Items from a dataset
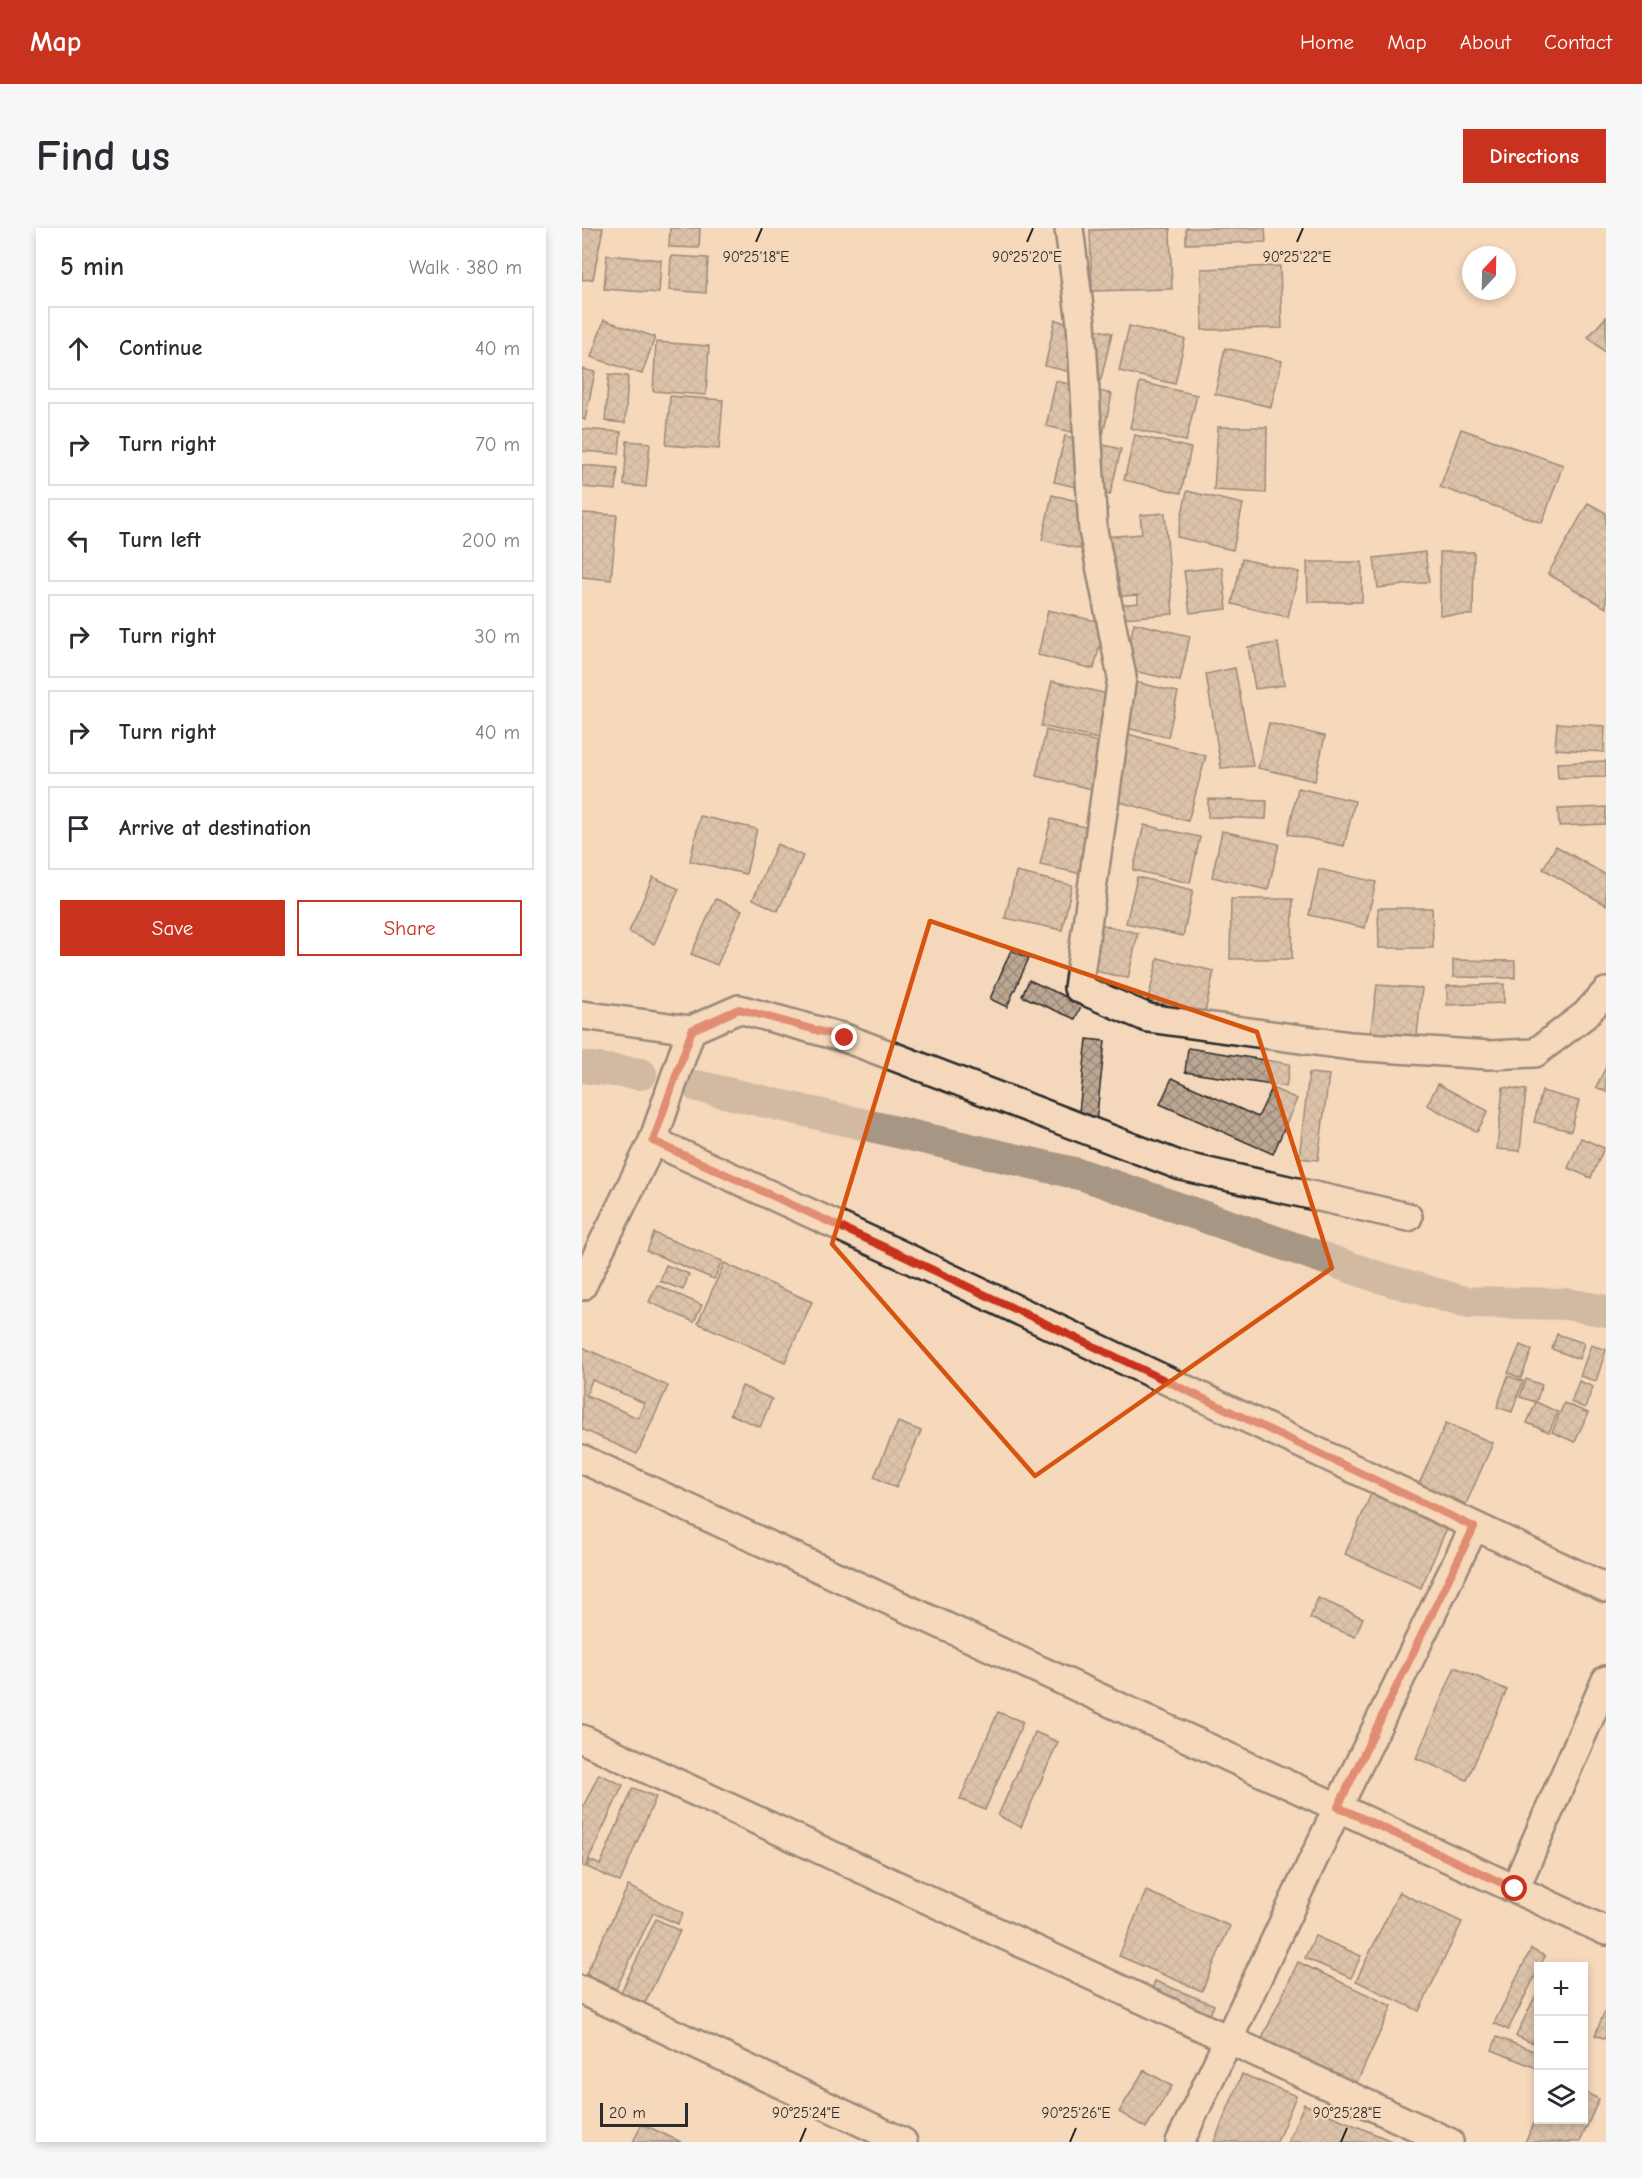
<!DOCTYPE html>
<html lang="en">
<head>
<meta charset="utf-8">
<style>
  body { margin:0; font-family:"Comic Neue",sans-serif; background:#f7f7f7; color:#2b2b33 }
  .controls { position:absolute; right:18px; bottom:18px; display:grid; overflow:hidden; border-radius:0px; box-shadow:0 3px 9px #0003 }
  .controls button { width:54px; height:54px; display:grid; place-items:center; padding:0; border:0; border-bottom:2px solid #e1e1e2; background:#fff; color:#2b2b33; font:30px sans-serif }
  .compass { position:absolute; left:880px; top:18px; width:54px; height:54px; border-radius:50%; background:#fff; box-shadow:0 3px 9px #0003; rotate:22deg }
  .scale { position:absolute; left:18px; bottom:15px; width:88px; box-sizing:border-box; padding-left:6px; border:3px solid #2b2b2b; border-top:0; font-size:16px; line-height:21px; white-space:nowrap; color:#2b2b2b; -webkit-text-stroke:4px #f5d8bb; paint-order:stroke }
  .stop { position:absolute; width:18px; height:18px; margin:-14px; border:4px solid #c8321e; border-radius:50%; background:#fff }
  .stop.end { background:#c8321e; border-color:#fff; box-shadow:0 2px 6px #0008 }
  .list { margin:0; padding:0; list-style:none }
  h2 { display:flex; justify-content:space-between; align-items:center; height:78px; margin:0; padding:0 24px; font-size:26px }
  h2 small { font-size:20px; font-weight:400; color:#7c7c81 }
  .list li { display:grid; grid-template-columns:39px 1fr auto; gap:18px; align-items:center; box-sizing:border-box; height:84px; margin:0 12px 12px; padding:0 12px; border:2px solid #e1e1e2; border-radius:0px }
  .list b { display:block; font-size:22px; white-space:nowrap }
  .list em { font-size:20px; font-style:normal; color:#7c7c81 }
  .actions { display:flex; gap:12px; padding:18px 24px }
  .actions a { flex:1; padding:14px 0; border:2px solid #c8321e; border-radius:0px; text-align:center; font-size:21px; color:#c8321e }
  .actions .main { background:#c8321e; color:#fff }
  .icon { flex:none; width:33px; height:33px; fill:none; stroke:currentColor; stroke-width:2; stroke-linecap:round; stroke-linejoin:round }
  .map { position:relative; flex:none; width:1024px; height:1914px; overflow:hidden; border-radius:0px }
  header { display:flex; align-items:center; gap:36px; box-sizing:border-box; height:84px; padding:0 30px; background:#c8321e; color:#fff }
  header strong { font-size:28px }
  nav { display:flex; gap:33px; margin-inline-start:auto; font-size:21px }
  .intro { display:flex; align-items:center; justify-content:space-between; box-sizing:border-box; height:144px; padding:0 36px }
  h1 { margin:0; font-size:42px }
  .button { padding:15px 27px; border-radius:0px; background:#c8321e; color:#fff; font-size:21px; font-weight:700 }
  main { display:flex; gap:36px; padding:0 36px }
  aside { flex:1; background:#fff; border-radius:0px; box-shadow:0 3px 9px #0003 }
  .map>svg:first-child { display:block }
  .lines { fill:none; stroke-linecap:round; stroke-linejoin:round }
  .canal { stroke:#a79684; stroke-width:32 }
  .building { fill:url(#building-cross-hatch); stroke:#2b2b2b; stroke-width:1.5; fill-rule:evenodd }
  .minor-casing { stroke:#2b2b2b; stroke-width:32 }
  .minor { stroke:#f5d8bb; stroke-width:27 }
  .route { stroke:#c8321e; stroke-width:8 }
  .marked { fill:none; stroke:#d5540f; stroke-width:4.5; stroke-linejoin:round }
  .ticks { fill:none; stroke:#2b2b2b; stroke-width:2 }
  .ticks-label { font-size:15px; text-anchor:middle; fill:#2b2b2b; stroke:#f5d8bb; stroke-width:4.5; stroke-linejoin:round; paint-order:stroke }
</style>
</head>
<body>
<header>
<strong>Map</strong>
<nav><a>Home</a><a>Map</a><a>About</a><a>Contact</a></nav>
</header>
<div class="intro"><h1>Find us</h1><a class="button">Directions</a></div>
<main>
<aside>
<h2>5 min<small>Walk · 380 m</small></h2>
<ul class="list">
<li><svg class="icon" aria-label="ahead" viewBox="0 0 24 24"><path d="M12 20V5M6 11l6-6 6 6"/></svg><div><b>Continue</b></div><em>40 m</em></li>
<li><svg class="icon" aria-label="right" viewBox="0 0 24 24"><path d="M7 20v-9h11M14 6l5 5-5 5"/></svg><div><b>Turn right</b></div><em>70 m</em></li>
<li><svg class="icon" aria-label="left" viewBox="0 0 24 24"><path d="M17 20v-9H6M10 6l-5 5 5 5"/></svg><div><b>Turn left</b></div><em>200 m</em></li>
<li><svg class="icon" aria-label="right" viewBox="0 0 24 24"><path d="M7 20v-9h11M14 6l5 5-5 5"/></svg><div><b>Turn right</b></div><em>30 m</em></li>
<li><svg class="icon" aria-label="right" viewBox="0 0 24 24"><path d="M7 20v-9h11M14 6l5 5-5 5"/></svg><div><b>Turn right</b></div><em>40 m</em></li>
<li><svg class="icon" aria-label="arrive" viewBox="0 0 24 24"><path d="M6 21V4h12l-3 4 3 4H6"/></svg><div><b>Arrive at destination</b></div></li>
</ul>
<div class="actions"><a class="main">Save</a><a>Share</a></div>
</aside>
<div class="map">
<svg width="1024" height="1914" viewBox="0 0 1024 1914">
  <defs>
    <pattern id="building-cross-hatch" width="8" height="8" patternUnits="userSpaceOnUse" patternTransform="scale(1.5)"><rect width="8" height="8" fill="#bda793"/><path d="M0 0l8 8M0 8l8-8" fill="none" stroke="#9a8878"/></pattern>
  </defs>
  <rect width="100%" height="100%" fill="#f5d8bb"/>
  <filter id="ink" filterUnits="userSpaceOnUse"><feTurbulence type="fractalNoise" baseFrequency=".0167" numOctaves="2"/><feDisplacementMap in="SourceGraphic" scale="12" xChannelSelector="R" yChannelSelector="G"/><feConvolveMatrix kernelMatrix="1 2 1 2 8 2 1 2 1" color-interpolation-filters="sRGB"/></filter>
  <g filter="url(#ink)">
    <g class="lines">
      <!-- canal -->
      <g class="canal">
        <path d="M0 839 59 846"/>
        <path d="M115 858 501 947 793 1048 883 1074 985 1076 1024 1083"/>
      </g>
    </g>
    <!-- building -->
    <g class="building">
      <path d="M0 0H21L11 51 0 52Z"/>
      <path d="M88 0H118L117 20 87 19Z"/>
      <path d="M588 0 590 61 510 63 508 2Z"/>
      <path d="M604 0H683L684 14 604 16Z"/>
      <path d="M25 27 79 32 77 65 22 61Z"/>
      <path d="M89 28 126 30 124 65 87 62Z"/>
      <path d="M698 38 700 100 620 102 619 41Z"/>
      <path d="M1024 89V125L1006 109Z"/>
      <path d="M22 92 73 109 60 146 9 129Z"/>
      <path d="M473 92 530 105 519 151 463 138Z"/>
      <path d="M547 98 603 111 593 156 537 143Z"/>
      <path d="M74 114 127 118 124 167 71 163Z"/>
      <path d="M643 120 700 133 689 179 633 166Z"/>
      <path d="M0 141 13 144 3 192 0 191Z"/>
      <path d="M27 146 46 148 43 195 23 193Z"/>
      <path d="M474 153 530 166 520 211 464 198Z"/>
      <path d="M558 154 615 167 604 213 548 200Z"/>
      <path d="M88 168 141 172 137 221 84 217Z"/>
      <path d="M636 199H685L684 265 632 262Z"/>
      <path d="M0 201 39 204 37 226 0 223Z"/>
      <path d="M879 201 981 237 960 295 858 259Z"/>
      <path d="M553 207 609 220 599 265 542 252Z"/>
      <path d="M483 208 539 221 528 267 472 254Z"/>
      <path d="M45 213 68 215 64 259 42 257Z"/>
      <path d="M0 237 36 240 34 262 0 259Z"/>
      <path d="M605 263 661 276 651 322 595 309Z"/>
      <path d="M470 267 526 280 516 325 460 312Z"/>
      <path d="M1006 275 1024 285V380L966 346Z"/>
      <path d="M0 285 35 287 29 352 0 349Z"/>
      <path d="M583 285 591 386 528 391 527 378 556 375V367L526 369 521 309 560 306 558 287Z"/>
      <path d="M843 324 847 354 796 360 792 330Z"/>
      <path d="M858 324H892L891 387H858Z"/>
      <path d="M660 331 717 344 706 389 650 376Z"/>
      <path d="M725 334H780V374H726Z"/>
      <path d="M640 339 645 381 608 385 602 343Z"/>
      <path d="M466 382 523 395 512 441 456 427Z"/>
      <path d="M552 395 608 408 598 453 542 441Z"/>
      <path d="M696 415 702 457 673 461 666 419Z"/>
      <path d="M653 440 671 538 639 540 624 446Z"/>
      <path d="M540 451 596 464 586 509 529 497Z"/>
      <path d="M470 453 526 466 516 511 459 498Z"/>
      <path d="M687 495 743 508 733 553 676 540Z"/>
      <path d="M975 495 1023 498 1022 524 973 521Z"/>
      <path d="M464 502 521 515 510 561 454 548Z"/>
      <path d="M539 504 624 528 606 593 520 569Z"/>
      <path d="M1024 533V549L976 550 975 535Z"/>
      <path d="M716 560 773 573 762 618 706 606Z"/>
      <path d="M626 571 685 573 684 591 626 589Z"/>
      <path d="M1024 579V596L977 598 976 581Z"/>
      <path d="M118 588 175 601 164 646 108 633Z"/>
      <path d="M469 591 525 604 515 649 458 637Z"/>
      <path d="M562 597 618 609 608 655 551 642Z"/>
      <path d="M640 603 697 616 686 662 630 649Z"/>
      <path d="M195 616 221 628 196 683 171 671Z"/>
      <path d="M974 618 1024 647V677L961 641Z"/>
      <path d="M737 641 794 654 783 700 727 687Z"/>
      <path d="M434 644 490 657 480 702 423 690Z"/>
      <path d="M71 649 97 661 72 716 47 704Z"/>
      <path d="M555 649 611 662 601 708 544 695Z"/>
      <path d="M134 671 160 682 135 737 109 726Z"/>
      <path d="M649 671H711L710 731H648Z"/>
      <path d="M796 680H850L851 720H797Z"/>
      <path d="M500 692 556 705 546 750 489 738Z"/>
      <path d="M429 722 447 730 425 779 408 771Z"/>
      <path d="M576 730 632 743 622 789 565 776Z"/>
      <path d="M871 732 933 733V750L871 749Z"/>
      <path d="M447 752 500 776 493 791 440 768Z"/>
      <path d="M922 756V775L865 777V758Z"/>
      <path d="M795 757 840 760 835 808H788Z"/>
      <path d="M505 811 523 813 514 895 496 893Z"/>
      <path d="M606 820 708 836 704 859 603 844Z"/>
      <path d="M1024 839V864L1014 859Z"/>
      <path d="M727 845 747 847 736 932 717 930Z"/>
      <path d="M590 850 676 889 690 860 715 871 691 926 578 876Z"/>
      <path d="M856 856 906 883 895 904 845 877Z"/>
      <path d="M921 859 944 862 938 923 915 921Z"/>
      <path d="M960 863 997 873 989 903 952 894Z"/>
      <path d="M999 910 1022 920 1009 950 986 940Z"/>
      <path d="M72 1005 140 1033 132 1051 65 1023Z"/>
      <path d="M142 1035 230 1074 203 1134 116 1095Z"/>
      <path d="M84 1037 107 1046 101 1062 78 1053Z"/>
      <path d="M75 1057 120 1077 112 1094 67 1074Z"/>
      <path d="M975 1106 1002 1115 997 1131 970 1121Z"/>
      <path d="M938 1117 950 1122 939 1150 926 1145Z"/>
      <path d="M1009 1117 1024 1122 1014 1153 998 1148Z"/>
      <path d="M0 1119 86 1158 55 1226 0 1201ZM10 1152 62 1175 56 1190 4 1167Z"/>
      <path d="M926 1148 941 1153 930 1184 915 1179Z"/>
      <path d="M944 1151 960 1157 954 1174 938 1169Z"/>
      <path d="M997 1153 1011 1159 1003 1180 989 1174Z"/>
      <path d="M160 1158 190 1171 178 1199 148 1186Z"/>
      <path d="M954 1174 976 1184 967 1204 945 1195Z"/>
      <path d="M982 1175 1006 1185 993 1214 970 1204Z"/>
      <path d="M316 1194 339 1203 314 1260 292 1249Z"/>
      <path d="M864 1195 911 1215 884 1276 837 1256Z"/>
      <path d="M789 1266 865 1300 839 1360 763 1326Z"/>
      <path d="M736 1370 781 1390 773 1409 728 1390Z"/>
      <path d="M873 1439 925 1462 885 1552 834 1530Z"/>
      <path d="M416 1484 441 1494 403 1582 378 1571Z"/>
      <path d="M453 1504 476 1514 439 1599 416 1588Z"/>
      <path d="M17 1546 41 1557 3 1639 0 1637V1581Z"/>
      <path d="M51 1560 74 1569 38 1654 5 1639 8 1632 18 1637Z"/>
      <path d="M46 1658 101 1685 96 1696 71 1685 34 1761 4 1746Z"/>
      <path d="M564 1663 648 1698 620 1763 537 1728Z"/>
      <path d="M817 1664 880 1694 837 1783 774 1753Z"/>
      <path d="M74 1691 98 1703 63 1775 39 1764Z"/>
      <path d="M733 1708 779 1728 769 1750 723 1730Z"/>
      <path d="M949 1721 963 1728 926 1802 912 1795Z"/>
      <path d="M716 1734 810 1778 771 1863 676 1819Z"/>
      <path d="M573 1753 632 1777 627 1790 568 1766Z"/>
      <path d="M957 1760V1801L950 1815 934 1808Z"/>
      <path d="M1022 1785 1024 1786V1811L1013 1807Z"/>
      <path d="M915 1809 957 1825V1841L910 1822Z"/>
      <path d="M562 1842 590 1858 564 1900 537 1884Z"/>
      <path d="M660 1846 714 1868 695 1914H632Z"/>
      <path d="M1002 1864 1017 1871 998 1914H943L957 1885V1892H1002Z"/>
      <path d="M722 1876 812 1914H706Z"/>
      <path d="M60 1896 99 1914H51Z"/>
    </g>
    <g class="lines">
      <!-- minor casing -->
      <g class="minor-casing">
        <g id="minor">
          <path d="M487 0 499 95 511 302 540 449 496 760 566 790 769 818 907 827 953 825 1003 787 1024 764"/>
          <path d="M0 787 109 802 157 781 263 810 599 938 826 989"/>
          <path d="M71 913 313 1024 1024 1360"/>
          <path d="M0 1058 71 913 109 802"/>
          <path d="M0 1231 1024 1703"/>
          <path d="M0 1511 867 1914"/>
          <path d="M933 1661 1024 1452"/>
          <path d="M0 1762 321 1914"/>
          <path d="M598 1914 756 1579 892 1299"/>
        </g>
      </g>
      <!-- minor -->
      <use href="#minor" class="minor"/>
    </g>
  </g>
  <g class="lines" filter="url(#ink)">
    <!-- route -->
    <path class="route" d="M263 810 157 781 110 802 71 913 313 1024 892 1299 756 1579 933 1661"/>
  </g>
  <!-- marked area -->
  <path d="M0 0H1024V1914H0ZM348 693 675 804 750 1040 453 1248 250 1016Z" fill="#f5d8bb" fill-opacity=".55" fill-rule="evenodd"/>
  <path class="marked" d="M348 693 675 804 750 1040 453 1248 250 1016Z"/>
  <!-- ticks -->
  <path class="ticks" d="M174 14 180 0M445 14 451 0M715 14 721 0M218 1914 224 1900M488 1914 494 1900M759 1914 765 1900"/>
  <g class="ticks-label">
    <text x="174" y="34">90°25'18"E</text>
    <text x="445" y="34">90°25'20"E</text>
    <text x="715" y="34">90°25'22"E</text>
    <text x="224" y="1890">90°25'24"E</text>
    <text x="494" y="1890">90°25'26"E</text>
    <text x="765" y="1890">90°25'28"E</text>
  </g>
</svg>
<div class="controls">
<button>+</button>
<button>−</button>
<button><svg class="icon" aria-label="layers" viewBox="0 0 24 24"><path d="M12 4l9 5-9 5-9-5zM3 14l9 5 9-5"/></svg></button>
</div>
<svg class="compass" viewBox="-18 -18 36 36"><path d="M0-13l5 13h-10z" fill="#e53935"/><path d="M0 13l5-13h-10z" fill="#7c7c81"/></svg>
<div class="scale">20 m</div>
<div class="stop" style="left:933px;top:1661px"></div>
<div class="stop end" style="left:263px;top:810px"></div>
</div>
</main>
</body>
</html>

Problem to work on –
Copy out every line of the data where the word "linecap" occurs.

Task output –
  .icon { flex:none; width:33px; height:33px; fill:none; stroke:currentColor; stroke-width:2; stroke-linecap:round; stroke-linejoin:round }
  .lines { fill:none; stroke-linecap:round; stroke-linejoin:round }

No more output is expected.